Work task
In the records that follow, find each line with "arrow" and pull it out.

**** Data supplied

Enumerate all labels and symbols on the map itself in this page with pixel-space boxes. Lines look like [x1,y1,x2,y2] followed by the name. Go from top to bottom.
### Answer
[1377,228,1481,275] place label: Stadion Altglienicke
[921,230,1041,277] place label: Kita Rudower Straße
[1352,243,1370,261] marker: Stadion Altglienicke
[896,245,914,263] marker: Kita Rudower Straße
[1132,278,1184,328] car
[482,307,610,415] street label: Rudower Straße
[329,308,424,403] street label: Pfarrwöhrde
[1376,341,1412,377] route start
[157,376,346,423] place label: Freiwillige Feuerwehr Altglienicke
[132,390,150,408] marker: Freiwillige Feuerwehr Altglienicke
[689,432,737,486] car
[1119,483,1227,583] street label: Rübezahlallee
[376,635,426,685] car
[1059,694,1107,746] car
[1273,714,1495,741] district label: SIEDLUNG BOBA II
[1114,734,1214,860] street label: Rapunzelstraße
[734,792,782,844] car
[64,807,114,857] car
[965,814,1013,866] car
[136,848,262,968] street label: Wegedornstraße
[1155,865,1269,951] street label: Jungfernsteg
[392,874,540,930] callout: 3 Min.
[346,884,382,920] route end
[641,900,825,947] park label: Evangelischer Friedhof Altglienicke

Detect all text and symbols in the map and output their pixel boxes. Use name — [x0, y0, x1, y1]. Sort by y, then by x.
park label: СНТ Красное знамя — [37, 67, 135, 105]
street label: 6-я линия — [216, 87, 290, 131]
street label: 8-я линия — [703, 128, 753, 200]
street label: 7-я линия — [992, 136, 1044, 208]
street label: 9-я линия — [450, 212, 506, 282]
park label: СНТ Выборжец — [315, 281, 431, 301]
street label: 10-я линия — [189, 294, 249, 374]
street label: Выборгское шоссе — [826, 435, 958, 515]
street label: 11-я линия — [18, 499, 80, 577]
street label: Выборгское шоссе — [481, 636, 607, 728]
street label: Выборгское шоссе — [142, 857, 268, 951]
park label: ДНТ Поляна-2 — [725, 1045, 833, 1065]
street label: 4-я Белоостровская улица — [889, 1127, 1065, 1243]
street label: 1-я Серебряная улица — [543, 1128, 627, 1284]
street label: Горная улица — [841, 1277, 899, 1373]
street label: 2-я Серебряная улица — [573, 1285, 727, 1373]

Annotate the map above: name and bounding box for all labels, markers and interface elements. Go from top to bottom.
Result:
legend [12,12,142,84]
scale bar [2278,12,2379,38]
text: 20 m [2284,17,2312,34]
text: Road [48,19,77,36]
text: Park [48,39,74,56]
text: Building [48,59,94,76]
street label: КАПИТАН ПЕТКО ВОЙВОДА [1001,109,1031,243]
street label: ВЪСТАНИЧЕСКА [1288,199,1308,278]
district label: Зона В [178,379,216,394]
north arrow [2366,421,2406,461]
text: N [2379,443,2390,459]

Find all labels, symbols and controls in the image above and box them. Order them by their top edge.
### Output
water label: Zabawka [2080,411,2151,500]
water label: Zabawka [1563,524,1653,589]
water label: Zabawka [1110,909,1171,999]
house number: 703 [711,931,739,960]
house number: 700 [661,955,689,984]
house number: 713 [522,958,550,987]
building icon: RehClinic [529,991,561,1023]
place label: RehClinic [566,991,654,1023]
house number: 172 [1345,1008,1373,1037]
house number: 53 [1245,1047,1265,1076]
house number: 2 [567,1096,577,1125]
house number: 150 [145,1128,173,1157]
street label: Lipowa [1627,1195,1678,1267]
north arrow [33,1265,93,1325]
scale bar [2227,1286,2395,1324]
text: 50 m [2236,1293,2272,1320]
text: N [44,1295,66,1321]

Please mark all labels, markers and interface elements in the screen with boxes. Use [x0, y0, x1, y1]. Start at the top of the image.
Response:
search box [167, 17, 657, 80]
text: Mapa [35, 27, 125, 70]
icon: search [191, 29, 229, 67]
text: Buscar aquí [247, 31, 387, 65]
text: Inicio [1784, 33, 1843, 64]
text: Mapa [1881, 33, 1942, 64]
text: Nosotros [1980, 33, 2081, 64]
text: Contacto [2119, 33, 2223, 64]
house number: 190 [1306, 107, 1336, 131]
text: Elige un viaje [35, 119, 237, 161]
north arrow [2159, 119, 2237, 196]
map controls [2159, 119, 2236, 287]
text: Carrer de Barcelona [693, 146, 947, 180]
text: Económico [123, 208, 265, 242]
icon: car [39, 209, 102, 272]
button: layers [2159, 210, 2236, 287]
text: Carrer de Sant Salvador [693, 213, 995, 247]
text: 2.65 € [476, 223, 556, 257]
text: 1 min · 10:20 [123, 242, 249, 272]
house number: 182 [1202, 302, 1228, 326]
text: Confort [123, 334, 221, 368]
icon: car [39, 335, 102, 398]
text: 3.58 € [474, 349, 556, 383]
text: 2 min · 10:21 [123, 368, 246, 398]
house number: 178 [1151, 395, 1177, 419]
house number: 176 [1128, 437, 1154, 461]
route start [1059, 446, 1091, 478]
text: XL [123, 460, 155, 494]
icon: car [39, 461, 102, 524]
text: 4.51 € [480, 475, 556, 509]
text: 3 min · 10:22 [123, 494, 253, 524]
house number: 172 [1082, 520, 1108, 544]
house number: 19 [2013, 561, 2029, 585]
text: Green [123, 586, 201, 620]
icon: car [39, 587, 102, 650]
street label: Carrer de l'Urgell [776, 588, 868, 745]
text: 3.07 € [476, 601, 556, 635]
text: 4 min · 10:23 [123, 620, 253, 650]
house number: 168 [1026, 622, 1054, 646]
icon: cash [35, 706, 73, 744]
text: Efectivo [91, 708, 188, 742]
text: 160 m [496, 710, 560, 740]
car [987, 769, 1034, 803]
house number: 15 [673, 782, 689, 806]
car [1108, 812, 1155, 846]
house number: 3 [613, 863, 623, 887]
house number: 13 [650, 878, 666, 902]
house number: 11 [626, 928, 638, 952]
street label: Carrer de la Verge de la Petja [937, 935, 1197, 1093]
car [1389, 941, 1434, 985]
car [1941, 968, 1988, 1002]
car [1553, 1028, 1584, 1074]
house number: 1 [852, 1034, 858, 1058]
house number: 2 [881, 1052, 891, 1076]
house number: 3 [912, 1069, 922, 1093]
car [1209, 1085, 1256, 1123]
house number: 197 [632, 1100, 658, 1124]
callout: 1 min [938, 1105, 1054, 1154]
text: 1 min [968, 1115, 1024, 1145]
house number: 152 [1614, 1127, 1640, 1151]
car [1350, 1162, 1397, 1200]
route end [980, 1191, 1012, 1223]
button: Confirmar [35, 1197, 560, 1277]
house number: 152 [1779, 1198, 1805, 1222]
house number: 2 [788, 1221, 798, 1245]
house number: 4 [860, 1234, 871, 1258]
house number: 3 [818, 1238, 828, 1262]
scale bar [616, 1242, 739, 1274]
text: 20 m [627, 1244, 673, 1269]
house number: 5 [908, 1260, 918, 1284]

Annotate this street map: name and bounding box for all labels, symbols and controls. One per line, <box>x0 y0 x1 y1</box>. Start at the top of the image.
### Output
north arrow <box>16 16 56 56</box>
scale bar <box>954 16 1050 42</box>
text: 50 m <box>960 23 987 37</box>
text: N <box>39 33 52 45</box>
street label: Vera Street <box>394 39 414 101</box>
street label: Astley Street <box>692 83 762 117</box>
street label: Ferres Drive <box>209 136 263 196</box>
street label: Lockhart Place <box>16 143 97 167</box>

********

Answer
north arrow [2366,421,2406,461]
north arrow [33,1265,93,1325]
north arrow [2159, 119, 2237, 196]
north arrow <box>16 16 56 56</box>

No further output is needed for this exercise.